What is expected: Output only the lines from the start of the entries through the line holding "position:absolute; left:12px; top:12px;". Each line must match the original exactly.

Data for review:

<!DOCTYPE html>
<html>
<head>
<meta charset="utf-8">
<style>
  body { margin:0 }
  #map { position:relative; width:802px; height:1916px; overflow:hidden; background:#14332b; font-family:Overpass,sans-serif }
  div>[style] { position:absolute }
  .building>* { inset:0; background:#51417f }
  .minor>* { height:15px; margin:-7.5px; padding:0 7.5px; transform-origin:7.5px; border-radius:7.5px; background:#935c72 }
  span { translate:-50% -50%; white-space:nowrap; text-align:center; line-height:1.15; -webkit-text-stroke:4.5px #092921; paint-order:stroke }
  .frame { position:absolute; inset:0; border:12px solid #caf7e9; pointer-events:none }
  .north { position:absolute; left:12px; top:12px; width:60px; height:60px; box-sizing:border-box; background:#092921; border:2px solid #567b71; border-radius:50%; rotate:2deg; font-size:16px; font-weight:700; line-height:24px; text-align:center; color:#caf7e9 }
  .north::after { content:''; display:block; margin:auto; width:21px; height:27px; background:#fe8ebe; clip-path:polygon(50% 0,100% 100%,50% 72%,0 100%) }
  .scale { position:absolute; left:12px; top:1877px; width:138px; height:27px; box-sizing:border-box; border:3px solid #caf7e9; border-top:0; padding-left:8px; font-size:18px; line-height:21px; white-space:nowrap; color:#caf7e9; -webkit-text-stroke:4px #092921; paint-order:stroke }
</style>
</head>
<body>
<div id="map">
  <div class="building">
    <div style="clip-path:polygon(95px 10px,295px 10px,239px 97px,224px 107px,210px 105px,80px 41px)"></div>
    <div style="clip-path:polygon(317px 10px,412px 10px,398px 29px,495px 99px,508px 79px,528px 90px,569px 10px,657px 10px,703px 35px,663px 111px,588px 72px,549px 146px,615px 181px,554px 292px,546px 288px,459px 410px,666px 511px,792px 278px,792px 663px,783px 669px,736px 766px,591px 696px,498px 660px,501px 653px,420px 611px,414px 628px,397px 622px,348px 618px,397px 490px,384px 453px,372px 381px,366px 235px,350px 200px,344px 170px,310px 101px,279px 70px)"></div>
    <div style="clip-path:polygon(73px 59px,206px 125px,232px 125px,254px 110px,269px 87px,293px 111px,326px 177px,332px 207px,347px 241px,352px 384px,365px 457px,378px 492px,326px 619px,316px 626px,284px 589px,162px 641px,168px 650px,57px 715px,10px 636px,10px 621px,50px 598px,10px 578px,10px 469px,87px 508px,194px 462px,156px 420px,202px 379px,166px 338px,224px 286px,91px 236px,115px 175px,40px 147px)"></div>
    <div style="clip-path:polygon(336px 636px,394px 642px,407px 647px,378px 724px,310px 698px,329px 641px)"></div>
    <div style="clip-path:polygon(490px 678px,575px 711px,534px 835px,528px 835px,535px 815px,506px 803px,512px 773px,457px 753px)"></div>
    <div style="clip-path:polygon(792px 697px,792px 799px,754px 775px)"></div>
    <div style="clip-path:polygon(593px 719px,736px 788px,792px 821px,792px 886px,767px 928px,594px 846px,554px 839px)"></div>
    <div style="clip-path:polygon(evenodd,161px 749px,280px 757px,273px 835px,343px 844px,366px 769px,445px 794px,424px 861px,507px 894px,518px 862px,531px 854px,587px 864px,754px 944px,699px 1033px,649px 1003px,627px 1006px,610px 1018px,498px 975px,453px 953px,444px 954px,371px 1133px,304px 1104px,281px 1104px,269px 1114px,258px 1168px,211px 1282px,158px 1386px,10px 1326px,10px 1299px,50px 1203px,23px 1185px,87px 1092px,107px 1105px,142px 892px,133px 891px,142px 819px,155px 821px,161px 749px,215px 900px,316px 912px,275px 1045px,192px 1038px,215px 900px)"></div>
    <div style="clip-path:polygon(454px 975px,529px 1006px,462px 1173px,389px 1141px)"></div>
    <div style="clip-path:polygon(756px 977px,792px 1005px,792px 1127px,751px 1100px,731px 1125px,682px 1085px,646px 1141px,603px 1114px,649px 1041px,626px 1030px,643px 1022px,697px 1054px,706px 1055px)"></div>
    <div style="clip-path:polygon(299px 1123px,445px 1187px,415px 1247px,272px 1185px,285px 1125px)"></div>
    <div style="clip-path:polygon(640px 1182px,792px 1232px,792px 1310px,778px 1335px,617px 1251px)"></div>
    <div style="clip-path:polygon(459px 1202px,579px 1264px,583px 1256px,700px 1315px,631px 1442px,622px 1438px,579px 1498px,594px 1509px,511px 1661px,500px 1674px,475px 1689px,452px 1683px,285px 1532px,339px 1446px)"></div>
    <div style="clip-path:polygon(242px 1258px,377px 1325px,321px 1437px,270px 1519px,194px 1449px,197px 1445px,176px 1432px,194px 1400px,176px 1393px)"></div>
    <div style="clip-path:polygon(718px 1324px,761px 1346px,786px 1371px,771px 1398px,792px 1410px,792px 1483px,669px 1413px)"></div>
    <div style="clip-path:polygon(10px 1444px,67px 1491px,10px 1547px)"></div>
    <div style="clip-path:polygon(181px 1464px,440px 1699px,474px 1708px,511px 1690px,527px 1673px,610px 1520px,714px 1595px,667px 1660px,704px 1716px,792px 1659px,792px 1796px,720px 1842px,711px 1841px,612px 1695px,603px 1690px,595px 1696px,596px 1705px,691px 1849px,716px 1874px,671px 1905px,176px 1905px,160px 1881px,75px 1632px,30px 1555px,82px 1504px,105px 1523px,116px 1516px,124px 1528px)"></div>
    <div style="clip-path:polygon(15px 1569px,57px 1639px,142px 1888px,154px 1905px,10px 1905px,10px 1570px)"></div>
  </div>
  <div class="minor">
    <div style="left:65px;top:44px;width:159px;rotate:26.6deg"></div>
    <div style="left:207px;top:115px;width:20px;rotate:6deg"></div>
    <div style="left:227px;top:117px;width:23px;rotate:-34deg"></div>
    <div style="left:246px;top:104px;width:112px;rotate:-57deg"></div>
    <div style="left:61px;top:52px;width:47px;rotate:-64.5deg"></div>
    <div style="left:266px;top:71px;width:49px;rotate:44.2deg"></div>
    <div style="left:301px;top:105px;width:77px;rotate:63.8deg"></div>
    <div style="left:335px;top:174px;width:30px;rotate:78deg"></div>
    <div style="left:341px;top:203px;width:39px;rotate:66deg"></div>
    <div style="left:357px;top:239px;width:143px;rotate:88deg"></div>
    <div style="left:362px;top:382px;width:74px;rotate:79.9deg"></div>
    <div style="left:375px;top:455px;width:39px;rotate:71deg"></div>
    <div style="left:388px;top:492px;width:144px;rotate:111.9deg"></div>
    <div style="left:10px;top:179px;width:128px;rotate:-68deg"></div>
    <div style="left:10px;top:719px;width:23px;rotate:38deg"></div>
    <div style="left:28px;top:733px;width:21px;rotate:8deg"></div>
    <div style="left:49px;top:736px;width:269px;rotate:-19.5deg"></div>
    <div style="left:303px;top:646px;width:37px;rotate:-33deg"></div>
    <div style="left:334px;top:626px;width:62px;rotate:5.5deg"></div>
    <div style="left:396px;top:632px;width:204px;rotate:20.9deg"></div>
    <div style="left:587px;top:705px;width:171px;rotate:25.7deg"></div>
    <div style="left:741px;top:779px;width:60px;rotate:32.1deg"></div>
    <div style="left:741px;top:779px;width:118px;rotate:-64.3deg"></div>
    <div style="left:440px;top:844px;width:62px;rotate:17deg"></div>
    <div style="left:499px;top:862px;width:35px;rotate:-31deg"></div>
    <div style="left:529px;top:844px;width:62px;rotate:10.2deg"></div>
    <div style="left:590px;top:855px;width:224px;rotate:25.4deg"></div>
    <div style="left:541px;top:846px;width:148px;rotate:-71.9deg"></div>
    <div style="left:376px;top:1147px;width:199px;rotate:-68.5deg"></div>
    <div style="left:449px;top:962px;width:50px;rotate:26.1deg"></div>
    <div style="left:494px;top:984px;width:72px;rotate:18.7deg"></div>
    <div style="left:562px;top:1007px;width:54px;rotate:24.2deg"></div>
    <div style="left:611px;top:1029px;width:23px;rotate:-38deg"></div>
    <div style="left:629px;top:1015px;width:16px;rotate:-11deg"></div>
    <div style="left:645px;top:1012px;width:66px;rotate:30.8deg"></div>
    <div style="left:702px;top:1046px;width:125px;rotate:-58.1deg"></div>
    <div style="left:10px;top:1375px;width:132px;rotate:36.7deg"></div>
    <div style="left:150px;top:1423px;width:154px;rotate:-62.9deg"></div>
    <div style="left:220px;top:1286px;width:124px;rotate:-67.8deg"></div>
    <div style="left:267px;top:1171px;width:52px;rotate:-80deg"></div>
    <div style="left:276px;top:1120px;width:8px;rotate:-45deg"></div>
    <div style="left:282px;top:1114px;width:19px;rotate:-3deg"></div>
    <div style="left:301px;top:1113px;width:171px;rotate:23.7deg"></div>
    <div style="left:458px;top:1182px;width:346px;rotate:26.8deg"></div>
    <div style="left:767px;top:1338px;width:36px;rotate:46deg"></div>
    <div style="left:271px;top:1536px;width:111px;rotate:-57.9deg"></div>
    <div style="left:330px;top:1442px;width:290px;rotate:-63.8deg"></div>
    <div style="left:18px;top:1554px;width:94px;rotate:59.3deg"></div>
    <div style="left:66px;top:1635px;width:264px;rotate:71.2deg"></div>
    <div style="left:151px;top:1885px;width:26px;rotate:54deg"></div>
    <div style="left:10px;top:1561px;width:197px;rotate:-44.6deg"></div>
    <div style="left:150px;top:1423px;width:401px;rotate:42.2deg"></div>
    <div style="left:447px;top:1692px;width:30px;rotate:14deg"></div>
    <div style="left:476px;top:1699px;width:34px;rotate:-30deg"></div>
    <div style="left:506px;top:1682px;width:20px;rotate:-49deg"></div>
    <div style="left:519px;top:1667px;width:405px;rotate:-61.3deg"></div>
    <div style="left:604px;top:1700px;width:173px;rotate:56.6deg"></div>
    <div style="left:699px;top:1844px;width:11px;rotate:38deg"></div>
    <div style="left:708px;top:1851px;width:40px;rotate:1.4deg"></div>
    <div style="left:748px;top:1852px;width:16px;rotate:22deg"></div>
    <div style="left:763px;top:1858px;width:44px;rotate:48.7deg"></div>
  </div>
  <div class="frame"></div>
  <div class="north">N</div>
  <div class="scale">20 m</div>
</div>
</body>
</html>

Your response:
<!DOCTYPE html>
<html>
<head>
<meta charset="utf-8">
<style>
  body { margin:0 }
  #map { position:relative; width:802px; height:1916px; overflow:hidden; background:#14332b; font-family:Overpass,sans-serif }
  div>[style] { position:absolute }
  .building>* { inset:0; background:#51417f }
  .minor>* { height:15px; margin:-7.5px; padding:0 7.5px; transform-origin:7.5px; border-radius:7.5px; background:#935c72 }
  span { translate:-50% -50%; white-space:nowrap; text-align:center; line-height:1.15; -webkit-text-stroke:4.5px #092921; paint-order:stroke }
  .frame { position:absolute; inset:0; border:12px solid #caf7e9; pointer-events:none }
  .north { position:absolute; left:12px; top:12px; width:60px; height:60px; box-sizing:border-box; background:#092921; border:2px solid #567b71; border-radius:50%; rotate:2deg; font-size:16px; font-weight:700; line-height:24px; text-align:center; color:#caf7e9 }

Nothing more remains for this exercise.